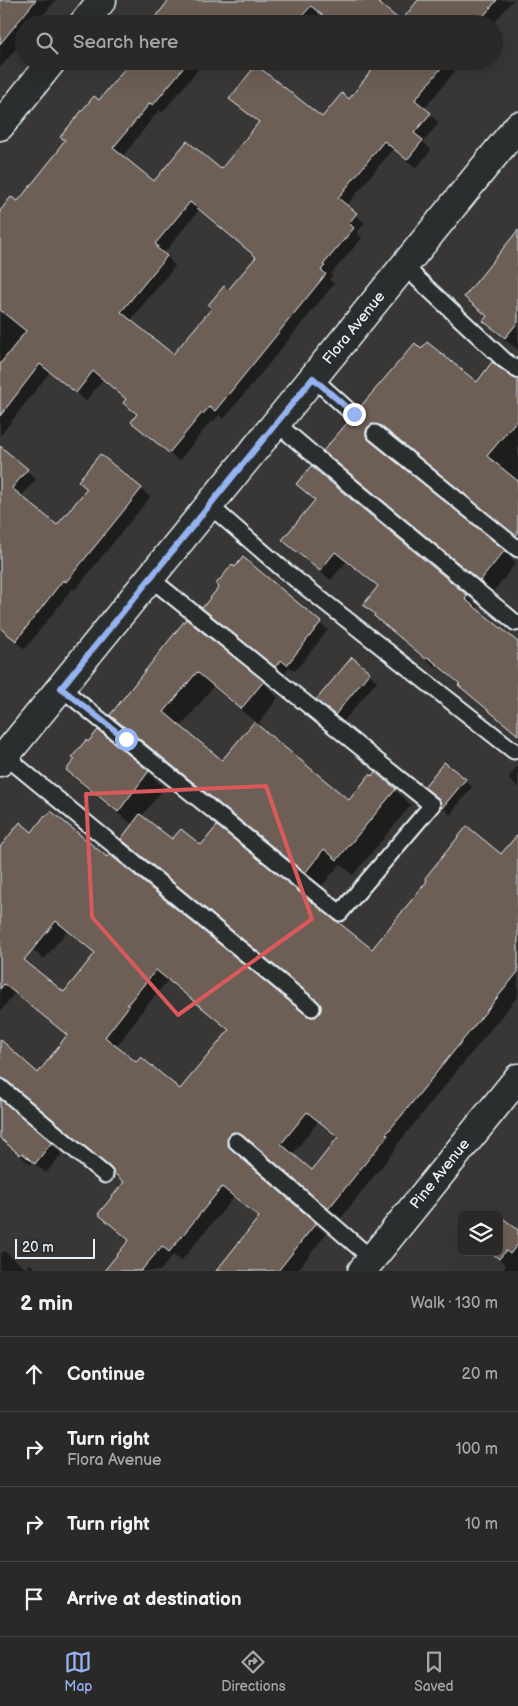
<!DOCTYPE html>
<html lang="en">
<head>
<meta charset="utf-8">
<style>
	:root { --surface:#2a2928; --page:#363534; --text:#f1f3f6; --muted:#a5a6a8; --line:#464545; --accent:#95b2f1 }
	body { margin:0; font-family:"Balsamiq Sans",sans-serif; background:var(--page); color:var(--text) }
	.controls { position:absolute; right:15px; bottom:15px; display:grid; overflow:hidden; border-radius:8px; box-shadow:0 5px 20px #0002 }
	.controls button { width:45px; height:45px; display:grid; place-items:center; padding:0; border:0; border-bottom:1px solid var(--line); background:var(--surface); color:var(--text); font:25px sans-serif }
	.scale { position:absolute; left:15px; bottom:12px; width:80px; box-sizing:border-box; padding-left:5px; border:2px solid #e8f1f8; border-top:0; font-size:14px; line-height:18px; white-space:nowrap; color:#e8f1f8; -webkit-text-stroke:4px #2a2d2e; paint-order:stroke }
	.stop { position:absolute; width:15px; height:15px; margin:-11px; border:4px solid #95b2f1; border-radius:50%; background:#fff }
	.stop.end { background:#95b2f1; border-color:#fff; box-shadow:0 1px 5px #0008 }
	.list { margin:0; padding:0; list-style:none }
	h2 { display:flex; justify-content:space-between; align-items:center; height:65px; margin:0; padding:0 20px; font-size:21px }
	h2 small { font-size:16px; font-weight:400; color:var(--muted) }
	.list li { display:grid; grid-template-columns:32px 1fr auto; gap:15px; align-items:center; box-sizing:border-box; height:75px; padding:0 20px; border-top:1px solid var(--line) }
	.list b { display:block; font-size:19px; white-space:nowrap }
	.list p { margin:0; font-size:16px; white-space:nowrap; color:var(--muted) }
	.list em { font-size:16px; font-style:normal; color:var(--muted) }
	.icon { flex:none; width:28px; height:28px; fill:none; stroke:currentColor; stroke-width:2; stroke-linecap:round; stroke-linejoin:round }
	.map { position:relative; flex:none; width:518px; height:1271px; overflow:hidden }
	.search { position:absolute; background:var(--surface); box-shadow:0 5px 20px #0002; left:15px; right:15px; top:15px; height:55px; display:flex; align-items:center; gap:12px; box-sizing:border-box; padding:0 18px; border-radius:28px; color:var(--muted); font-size:19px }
	.sheet { height:365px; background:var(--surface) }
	nav { display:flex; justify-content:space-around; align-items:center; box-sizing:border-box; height:70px; border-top:1px solid var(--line); background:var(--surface); font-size:14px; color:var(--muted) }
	nav a { display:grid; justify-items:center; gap:2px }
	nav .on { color:var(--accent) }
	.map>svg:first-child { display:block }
</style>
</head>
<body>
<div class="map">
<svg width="518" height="1271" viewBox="0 0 518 1271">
	<rect width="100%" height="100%" fill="#383736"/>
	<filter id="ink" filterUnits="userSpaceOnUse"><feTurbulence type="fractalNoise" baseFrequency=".02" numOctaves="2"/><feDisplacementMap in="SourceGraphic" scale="10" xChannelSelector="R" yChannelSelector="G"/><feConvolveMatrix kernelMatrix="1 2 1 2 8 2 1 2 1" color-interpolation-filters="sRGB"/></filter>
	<g filter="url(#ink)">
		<!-- shadow -->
		<g fill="#0007" fill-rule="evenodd">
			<polygon points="0,0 56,0 36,24 24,24 24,39 0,68"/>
			<polygon points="174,0 373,0 401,23 419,0 513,0 493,24 333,24 321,15 314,24 155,24"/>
			<path d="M132,61H205L162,113L159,110L122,157L155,183L222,171L260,123L231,99L322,119L349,101L380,62L379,61H463L424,109L439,123L423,142L431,150L416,168L393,149L346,206L365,223L357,233L362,238L331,274L333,275L329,279L334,284L224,419L219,415L213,422L211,421L179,461L133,422L138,416L124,403L127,400L103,379L86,401L50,372L0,436V213L18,203ZM199,210L257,257L173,356L130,321L175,266L164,253Z"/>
			<polygon points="260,61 280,61 272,71"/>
			<polygon points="518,243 518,349 517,349 496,333 484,321 487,317 465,297"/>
			<polygon points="421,351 477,384 512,379 518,381 518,538 395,438 389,435 380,439 377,445 380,450 504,551 516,563 493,592 337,464 325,451 362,422"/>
			<polygon points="0,448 36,479 21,497 57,527 141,489 150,497 75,590 73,588 25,649 0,628"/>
			<polygon points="297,484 467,596 478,607 476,610 518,644 518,735 439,667 438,669 386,627 365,605 379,587 346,562 331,580 294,551 283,540 316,501"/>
			<polygon points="220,587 320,623 328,630 295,671 289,667 284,674 211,615"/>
			<polygon points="186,621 263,682 278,698 258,724 213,687 180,728 223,762 349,801 395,790 411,805 353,875 340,864 321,887 127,731 112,715"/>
			<polygon points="352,659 377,681 343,722 326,707"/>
			<path d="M98,732L148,772L164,788L141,817L172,841L201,847L372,951L502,855L518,836V996L417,1120L396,1146L397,1147L341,1218L254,1144L249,1142L240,1145L237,1151L240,1158L326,1234L297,1271H218L260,1218L234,1197L181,1261L173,1255L160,1271H105L130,1241L100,1214L125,1183L114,1171L18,1090L13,1088L1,1097L3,1103L62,1154L46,1173L33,1163L31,1165L0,1137V1046L38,1075L68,1037L56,1025L96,954L67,931L44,959L0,922V853L32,833L305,1016L316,1018L322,1010V1005L133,849L122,839L133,825L83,786L67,770ZM168,980L230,1031L180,1090L136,1064L116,1047L138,1018L137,1017ZM318,1122L339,1139L312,1172L292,1155Z"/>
			<polygon points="518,766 518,788 508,778"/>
			<polygon points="465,780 472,787 450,815 443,807 440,800"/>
			<polygon points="0,974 17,990 0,1012"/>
			<polygon points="492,1211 497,1215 489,1215"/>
			<polygon points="518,1228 518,1271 502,1271 506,1265 490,1252 499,1252"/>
			<polygon points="4,1251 26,1269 30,1264 38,1271 0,1271 0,1256"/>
		</g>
		<!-- building -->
		<g fill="#6e5e56" stroke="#e8f1f8" fill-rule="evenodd">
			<polygon points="0,0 36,0 0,44"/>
			<polygon points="169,0 375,0 401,21 418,0 497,0 477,24 333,24 311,6 295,24 150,24"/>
			<path d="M131,61H189L153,105L150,103L113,148L154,181L187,141L221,169L259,122L229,99L256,65L322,117L342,93L349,99L379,61H447L415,100L431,113L414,133L423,140L407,160L384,141L338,198L357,213L349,223L354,228L323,265L325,266L321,270L326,274L215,411L209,407L203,414L202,413L169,453L131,422L137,414L123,403L126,399L93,371L76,393L40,364L0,416V364L26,331L0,310V211L11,197L18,201L59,150L58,149L65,140L60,137L94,96L99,100ZM190,202L256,257L228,290L224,286L208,305L212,308L173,354L121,312L167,256L157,248L158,246L155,244Z"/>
			<polygon points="518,230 518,322 505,338 483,321 487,316 464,297"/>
			<polygon points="427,342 477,382 492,362 513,378 518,380 518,419 487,456 518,481 518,533 516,536 381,426 372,424 368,427 366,431 366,436 369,440 505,550 480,581 323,451 348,422 356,424 361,421 363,413 360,407 415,343 421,349"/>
			<polygon points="0,446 28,469 12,488 57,525 87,489 78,481 100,454 142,488 66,582 63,580 16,641 0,628"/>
			<polygon points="311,466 468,596 465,599 518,642 518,735 458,685 460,684 428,657 426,659 374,616 375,614 363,605 378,586 335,552 320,571 282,540 315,500 296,484"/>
			<polygon points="243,557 321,622 287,665 281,660 275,667 202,608 219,587 216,584 232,565 235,567"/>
			<polygon points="186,619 264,681 241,709 197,672 164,712 184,729 222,760 254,722 349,800 370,774 372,776 375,772 396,789 337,860 324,849 305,873 110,715"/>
			<polygon points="352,657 370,672 335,715 316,700"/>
			<polygon points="98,730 149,771 118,812 66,770 75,759 72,757 86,740 88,742"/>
			<polygon points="444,762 466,779 442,808 438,798 424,787"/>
			<path d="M51,811L107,857L109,854L306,1015L311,1017H316L321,1010V1005L318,1001L121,839L140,814L172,839L181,829L201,845L217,826L372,949L427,881L425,878L467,826L501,854L518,834V972L407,1109L386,1134L388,1135L329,1208H327L242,1134L233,1132L229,1135L227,1144L230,1148L316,1223L278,1271H216L259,1217L222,1187L169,1252L162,1246L141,1271H104L129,1240L98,1214L124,1182L114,1173L111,1168L6,1080L0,1078V1039L38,1073L67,1035L4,984L0,989V847L20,822L32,832L45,815L47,816ZM56,921L95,953L64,992L24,960ZM156,970L229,1030L180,1089L141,1057L136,1062L105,1037L129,1006L127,1005ZM307,1112L338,1137L312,1170L281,1144Z"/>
			<polygon points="0,1099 52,1142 35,1164 22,1153 20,1155 0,1138"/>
			<polygon points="499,1215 518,1230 518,1244 510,1254 506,1251 499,1259 491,1252 499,1252"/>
		</g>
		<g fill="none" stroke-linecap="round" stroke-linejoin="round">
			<defs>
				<g id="lane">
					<polyline points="404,266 504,360 518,370"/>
					<polyline points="313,378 354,415"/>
					<polyline points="276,423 316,457"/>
					<polyline points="375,433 518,549"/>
					<polyline points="318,459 516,623"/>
					<polyline points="209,505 285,571 514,751"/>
					<polyline points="61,688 340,913 432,805 150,578"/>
					<polyline points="5,756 312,1008"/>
					<polyline points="0,1087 105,1175"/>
					<polyline points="236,1141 372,1259"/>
				</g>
				<g id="street">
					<polyline points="83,24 102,0"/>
					<polyline points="0,126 52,61"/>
					<polyline points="0,762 518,126"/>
					<polyline points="362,1271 518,1078"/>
				</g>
			</defs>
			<!-- lane casing -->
			<use href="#lane" stroke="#e8f1f8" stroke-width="19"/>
			<!-- street casing -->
			<use href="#street" stroke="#e8f1f8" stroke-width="31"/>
			<!-- lane -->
			<use href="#lane" stroke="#2a2d2e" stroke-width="15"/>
			<!-- street -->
			<use href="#street" stroke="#2a2d2e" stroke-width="28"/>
		</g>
	</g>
	<g fill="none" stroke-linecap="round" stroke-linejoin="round" filter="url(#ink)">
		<!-- route -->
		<polyline stroke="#95b2f1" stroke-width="6" points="126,739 61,688 313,378 354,414"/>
	</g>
	<!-- marked area -->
	<path fill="none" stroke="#da5a5c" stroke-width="4" stroke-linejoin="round" d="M266,786L312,919L178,1015L92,917L86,794Z"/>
	<g text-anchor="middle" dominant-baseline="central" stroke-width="4" stroke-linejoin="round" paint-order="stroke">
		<!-- street labels -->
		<g font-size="15" fill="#e8f1f8" stroke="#2a2d2e">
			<text transform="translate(354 328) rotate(-51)">Flora Avenue</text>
			<text transform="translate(440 1174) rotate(-51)">Pine Avenue</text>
		</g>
	</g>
</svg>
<div class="controls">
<button><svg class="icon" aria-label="layers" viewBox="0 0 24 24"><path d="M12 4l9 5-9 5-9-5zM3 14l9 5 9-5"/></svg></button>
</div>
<div class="scale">20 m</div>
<div class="stop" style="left:126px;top:739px"></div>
<div class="stop end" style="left:354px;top:414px"></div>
<div class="search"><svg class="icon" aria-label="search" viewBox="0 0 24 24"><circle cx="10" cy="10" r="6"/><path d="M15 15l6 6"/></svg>Search here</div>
</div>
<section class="sheet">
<h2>2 min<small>Walk · 130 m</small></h2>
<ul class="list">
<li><svg class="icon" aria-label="ahead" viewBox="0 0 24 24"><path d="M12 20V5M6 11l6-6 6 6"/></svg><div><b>Continue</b></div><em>20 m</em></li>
<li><svg class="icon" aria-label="right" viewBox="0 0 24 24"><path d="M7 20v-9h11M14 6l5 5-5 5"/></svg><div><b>Turn right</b><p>Flora Avenue</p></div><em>100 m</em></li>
<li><svg class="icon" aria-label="right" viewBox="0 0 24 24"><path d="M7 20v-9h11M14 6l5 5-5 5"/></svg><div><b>Turn right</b></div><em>10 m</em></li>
<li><svg class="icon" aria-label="arrive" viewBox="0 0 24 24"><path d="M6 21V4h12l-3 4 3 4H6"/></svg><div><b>Arrive at destination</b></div></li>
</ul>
</section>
<nav>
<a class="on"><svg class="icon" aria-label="map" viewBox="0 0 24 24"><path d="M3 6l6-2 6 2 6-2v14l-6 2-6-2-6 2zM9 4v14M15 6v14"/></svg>Map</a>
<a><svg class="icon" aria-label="directions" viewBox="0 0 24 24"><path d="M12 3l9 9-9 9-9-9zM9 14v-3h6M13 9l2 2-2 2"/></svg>Directions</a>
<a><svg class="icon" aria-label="saved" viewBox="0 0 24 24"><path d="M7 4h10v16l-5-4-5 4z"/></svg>Saved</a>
</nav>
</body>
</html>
+ + + +
▶ **What is needed**
Across the records above, tally the lines that contain "list" and return the number alone.

▶ **Exercise answer**
6